[WHAT NEEDS TO BE DONE] Exactly the lines below from the one with "M1425,898L1443,1037L1445,1064L1443,1140L1457,1161L1490,1173" up to and including the one with "<!-- split-5 casing -->" make up the answer, with nothing else added.

[ENTRIES SHOWN]
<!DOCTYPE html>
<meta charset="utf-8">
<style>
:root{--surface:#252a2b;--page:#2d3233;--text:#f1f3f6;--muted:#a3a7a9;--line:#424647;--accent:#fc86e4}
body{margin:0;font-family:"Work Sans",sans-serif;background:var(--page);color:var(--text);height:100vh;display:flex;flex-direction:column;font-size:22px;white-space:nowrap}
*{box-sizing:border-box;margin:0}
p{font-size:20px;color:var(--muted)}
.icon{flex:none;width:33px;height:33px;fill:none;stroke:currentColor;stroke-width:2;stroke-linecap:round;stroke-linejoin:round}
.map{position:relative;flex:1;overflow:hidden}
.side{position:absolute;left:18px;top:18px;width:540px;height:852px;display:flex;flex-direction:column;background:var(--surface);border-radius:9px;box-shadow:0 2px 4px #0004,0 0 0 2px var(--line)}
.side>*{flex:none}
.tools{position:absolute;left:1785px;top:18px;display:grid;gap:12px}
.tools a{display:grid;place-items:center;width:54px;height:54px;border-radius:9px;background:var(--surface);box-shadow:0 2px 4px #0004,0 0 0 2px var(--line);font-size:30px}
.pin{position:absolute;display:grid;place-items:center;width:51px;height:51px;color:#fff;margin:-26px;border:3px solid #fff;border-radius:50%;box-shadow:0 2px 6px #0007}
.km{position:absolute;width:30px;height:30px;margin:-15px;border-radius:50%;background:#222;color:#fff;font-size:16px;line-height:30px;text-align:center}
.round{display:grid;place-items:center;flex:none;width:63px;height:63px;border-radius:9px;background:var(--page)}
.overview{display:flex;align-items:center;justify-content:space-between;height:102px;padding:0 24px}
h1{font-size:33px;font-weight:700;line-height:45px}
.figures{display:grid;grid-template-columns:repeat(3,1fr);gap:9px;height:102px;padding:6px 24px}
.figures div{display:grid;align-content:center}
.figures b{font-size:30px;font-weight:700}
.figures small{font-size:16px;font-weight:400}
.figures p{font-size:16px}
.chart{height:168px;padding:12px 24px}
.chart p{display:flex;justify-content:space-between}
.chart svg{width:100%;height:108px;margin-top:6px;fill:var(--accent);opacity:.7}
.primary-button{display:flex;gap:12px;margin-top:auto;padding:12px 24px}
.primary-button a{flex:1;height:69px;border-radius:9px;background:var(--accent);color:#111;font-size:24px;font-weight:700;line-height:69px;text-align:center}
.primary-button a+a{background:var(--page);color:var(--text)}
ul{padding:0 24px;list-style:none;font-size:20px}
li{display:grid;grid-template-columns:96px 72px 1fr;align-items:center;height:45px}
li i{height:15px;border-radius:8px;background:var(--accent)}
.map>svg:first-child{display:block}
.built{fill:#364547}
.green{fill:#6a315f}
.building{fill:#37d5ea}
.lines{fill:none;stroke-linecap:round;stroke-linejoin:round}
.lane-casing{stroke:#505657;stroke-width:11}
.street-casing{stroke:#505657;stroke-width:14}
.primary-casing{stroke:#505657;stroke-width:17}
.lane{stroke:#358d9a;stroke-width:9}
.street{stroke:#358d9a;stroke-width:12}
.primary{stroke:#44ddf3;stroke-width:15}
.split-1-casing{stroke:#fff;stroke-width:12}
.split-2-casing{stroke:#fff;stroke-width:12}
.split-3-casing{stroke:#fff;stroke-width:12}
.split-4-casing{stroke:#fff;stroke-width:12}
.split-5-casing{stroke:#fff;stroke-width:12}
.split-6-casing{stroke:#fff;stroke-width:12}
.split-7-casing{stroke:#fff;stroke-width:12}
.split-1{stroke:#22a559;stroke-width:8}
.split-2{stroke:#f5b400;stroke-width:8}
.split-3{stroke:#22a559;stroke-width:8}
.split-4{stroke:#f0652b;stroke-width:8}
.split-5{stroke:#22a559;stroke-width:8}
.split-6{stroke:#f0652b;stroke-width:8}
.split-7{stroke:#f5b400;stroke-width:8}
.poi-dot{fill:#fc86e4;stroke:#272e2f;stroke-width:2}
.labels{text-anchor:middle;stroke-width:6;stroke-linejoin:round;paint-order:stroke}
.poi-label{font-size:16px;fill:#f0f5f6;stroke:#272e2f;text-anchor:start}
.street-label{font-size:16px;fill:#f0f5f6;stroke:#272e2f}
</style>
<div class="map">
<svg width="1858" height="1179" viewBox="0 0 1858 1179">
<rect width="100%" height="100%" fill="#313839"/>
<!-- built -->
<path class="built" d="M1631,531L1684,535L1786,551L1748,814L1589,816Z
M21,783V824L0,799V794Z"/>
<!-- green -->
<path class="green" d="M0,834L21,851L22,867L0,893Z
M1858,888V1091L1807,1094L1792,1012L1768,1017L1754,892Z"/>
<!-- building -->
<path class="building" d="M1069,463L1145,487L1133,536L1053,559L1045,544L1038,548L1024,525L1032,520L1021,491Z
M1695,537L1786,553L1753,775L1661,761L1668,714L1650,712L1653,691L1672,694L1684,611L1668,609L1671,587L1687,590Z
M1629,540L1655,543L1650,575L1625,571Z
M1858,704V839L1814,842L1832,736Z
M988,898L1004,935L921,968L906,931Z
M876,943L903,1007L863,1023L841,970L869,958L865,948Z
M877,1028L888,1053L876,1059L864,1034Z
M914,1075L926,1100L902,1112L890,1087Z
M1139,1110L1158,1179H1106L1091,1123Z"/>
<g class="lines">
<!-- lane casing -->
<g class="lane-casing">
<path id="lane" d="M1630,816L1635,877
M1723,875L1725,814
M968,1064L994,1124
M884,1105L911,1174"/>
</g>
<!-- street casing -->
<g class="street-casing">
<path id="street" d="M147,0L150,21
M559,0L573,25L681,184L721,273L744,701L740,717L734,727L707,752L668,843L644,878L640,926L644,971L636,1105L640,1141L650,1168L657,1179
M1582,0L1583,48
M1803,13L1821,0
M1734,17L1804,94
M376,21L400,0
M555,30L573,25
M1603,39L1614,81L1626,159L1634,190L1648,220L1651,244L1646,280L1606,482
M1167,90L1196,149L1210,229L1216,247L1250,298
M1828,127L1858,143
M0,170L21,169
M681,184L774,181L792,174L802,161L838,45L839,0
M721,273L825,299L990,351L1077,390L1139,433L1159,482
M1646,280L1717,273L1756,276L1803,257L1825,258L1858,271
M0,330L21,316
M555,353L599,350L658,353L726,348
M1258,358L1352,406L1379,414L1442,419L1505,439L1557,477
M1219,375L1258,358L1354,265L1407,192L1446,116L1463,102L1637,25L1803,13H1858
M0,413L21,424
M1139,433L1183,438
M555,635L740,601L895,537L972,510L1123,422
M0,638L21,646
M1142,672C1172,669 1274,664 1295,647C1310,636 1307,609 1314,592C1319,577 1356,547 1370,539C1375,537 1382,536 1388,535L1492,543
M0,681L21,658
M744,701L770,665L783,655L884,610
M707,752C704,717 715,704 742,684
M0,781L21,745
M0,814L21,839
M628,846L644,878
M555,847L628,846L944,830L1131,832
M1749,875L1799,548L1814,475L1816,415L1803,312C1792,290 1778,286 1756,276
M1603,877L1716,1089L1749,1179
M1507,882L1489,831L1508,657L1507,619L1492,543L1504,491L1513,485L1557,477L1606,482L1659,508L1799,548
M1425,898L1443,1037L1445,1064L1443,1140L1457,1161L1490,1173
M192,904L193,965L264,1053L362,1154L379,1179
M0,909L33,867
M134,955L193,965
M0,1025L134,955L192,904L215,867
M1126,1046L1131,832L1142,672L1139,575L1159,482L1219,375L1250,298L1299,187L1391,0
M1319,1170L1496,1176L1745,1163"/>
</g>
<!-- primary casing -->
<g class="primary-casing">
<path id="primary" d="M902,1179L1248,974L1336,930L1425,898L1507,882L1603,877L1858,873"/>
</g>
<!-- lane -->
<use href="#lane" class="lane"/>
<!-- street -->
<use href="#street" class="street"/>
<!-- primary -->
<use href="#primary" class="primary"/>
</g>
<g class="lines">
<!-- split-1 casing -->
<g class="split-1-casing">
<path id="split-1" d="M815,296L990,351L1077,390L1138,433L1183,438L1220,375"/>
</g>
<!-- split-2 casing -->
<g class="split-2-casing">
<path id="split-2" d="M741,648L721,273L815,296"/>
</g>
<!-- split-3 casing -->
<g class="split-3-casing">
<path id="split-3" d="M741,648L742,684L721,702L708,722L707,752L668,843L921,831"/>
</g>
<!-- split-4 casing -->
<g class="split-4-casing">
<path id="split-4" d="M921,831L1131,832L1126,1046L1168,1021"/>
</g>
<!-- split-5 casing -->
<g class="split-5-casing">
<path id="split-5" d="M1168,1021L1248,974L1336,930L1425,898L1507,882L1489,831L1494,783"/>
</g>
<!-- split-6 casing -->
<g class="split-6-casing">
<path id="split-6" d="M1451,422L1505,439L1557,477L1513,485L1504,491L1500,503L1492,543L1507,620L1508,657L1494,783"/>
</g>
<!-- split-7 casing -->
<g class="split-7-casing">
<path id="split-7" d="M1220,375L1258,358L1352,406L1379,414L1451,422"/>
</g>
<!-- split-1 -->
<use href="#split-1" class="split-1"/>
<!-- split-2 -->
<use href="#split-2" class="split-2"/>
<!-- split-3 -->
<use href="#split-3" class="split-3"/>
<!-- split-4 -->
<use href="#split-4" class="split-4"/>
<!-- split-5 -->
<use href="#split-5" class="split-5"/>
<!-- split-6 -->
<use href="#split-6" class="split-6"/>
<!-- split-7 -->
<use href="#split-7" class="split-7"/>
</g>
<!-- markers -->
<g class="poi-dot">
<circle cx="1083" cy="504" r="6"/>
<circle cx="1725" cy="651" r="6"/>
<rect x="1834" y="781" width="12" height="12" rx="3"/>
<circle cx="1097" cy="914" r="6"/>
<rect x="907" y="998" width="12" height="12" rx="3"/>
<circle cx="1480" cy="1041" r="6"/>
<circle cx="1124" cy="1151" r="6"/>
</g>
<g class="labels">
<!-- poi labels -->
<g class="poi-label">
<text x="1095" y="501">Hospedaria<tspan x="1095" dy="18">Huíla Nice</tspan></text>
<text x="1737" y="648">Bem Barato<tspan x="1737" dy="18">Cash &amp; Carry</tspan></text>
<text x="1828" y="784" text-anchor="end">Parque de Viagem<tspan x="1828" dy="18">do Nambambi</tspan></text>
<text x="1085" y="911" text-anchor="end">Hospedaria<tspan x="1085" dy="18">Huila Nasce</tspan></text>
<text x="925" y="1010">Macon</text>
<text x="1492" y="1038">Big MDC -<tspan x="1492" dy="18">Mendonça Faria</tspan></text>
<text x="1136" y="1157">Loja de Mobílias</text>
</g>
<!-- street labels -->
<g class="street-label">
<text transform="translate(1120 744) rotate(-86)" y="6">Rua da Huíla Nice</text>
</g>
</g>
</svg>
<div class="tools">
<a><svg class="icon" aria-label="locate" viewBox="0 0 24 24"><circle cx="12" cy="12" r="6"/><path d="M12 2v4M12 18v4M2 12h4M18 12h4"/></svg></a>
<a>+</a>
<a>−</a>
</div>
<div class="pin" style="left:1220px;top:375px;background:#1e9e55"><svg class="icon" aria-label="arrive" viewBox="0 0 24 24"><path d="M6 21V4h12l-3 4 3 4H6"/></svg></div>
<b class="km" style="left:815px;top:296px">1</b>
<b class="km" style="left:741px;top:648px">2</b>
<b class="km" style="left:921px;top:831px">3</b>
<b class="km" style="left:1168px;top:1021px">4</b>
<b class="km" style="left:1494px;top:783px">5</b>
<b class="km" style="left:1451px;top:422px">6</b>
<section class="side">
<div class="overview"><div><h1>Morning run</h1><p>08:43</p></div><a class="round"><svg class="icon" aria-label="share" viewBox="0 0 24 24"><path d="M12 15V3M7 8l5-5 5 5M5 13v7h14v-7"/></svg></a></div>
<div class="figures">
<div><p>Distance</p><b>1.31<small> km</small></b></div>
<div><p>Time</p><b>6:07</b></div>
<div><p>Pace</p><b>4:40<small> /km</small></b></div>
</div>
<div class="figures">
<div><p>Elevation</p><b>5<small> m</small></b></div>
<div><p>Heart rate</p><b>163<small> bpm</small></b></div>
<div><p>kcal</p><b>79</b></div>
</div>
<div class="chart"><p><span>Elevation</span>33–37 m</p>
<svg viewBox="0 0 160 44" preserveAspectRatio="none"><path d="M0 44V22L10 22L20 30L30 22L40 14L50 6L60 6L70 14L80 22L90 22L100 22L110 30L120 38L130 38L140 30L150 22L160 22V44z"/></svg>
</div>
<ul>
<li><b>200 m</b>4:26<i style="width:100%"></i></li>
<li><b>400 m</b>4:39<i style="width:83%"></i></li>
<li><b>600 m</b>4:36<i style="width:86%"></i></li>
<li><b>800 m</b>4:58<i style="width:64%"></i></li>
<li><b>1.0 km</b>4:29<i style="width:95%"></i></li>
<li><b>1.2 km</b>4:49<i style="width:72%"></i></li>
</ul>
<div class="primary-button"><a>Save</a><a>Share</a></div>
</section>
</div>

[RESPONSE AREA]
M1425,898L1443,1037L1445,1064L1443,1140L1457,1161L1490,1173
M192,904L193,965L264,1053L362,1154L379,1179
M0,909L33,867
M134,955L193,965
M0,1025L134,955L192,904L215,867
M1126,1046L1131,832L1142,672L1139,575L1159,482L1219,375L1250,298L1299,187L1391,0
M1319,1170L1496,1176L1745,1163"/>
</g>
<!-- primary casing -->
<g class="primary-casing">
<path id="primary" d="M902,1179L1248,974L1336,930L1425,898L1507,882L1603,877L1858,873"/>
</g>
<!-- lane -->
<use href="#lane" class="lane"/>
<!-- street -->
<use href="#street" class="street"/>
<!-- primary -->
<use href="#primary" class="primary"/>
</g>
<g class="lines">
<!-- split-1 casing -->
<g class="split-1-casing">
<path id="split-1" d="M815,296L990,351L1077,390L1138,433L1183,438L1220,375"/>
</g>
<!-- split-2 casing -->
<g class="split-2-casing">
<path id="split-2" d="M741,648L721,273L815,296"/>
</g>
<!-- split-3 casing -->
<g class="split-3-casing">
<path id="split-3" d="M741,648L742,684L721,702L708,722L707,752L668,843L921,831"/>
</g>
<!-- split-4 casing -->
<g class="split-4-casing">
<path id="split-4" d="M921,831L1131,832L1126,1046L1168,1021"/>
</g>
<!-- split-5 casing -->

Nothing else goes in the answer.